The UK Road Haulage Market – Caught up in the supply chain reset

The Pandemic and Brexit have caused challenges for the Road Haulage market. Narrow profit margins and heavy investment have grown debt levels. In this report, we look at the need for agility and financial stability.

The UK Road Haulage Market – Caught up in the supply chain reset

The Shape of the Market

Road haulage is a sector with many challenges, not least the narrow profit margins on so much of its activity or the heavy investment in fixed assets required and the debt levels this generates. We set out the specific challenges, which have been caused by the pandemic and Brexit separately below.

More generally, technology is penetrating every aspect of operations. Customers now expect end-to-end product tracking. Time and attendance software is increasingly being used to monitor staff punctuality and reliability. Biometric fingerprint and RIFD technology are widely in use, as is artificial intelligence-driven use of sensors and interpretation of customer behaviour. Abatement technology is in use to purify emissions.

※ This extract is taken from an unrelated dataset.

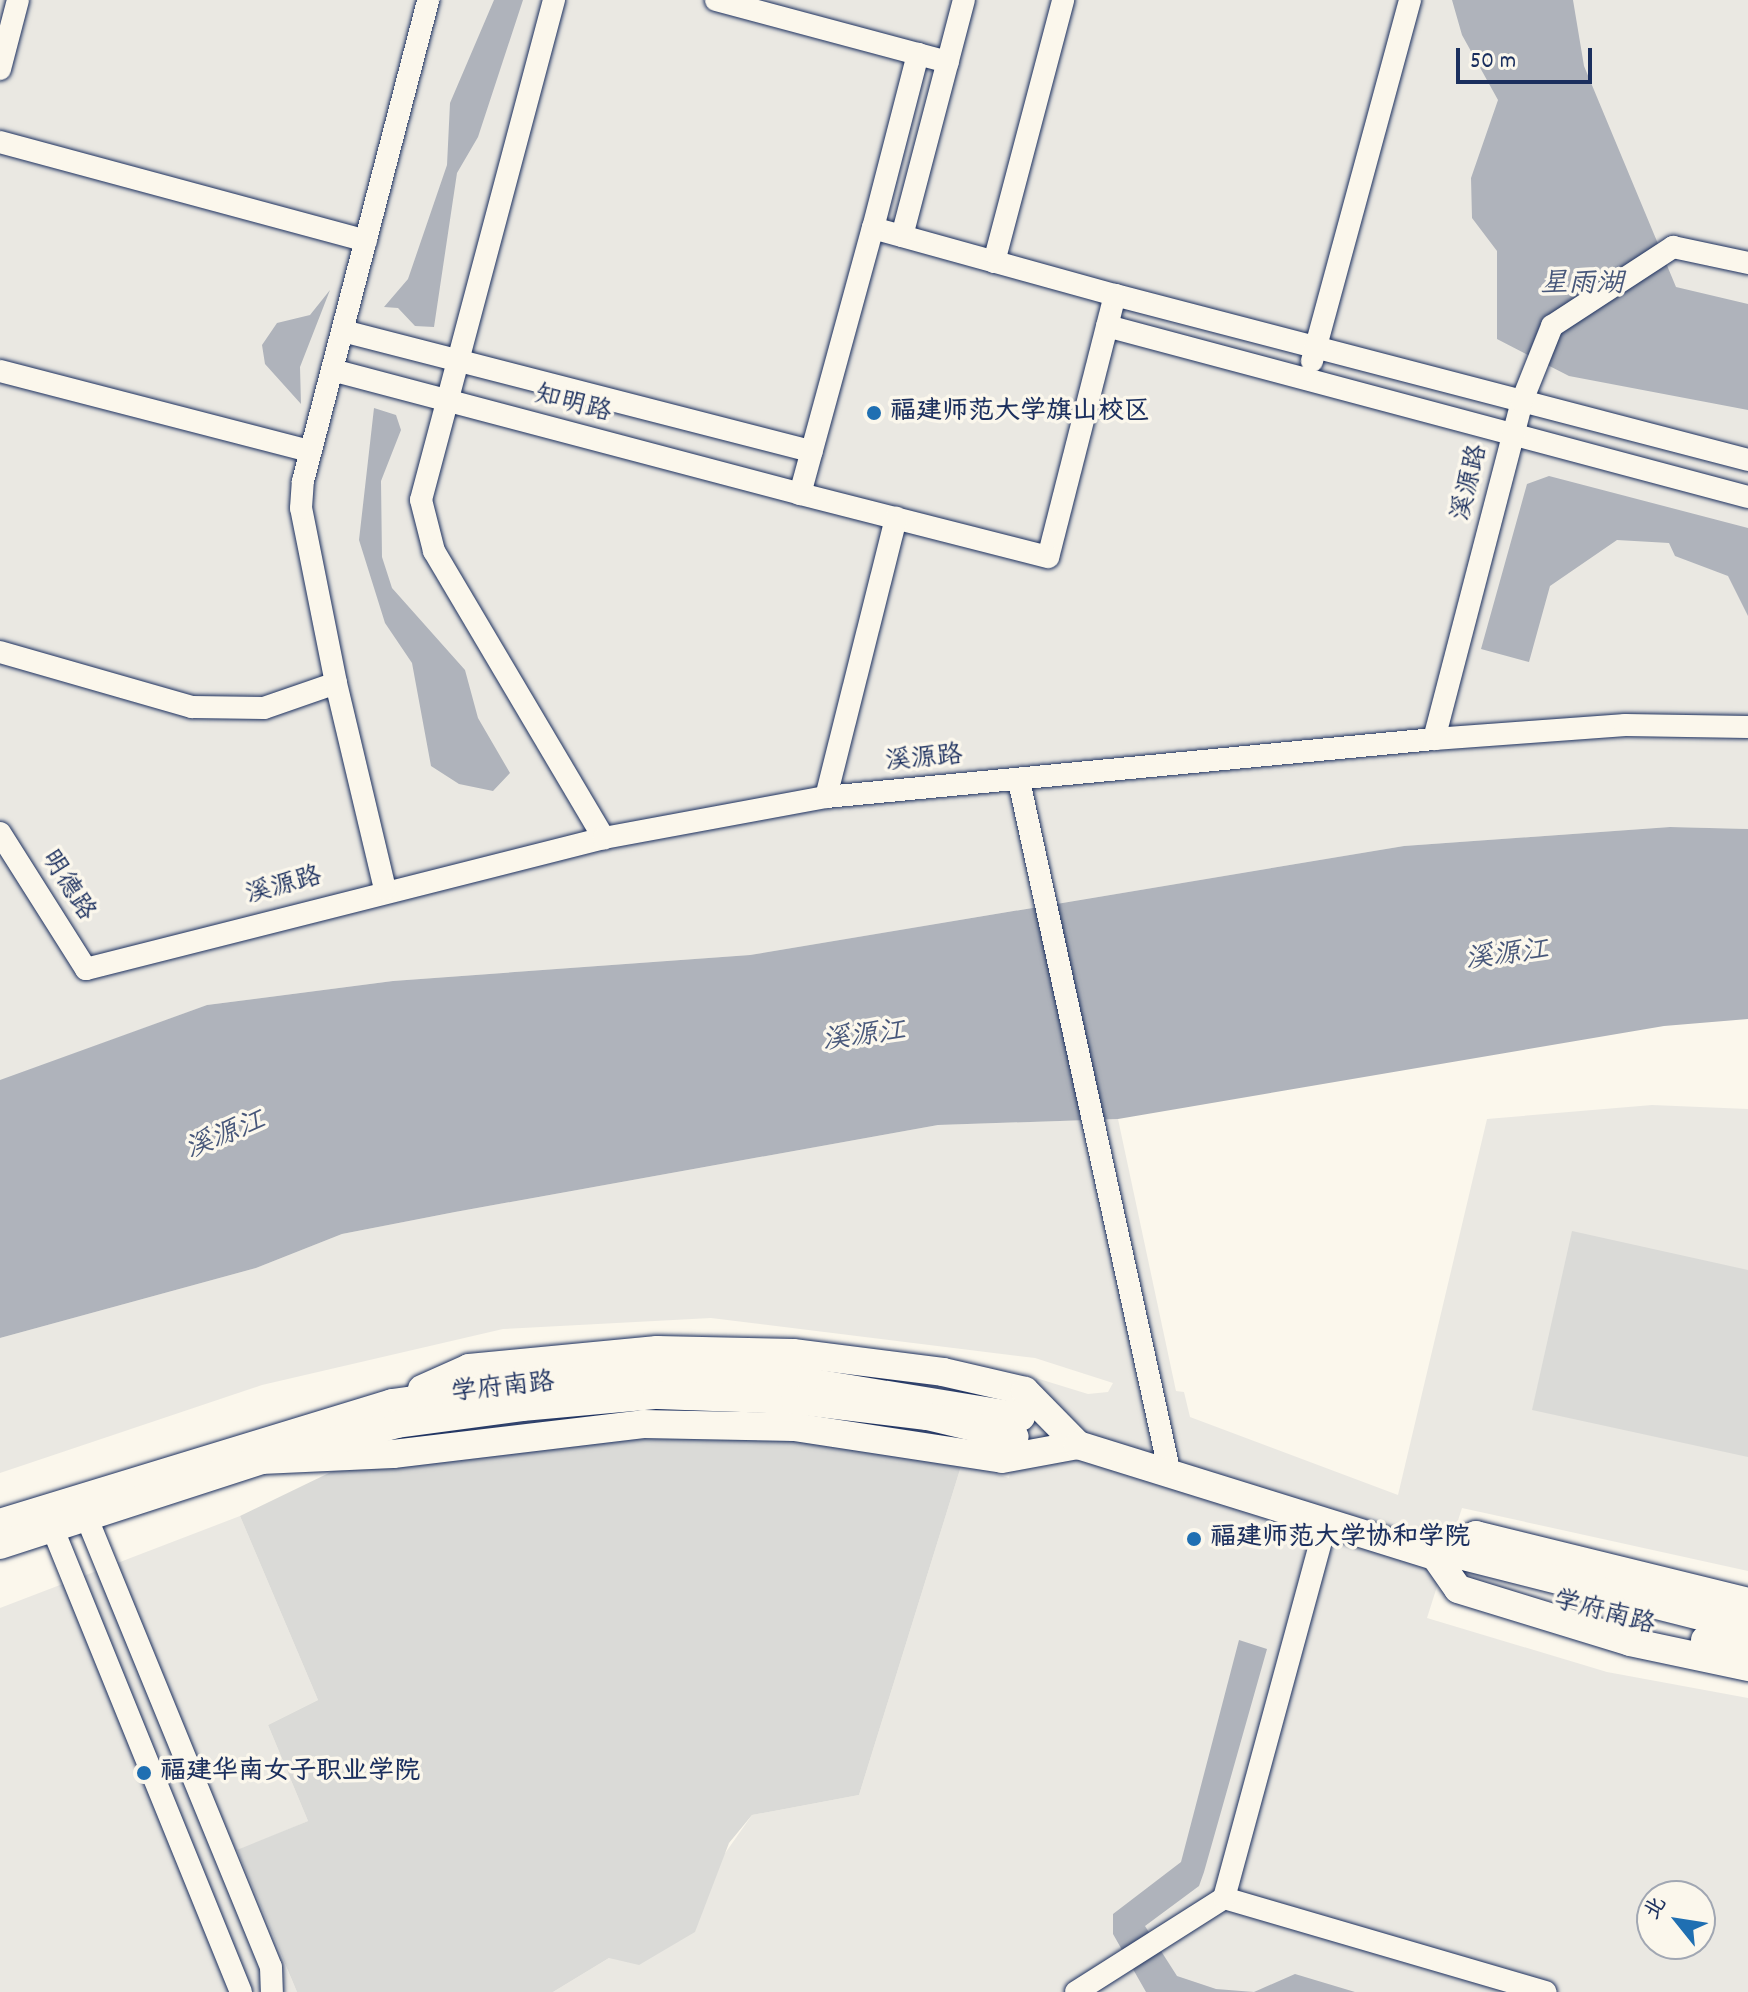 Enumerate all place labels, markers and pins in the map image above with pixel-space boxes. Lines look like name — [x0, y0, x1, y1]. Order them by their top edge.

None of this comes without cost and training implications.

Poor workforce productivity is a further issue. Transport workers averagely take more than three times as much sick leave (11.4 days per annum) as in other sectors.

Sustainability and green agenda issues are forcing major strategic changes, as demands grow to waste reduction and fossil fuel usage minimisation. There is increasing government regulation with the introduction of Low Emission Zones (LEZs), Clean Air Zones (CAZs) and stricter emission standards for vehicles.

Greater transparency and co-operation requirements are emerging as anti-competition laws are eased to encourage process co-ordination and information sharing between logistics providers, following the success of delivery platform sharing between major supermarkets during Lockdown 1.

Financial Risk

We have used the Company Watch system to analyse the latest financial statements filed at Companies House by every company registered in the UK and operating in the road transport sector. Our research covered a total of 28,790 companies.

This highlighted some deeply concerning statistics. Company Watch uses complex analytics to generate a financial health score (H-Score®) for companies out of a maximum of 100. An H-Score of 25 or less indicates that the company concerned has a one in four risk of going through a formal insolvency process or a significant financial restructuring over the next three years.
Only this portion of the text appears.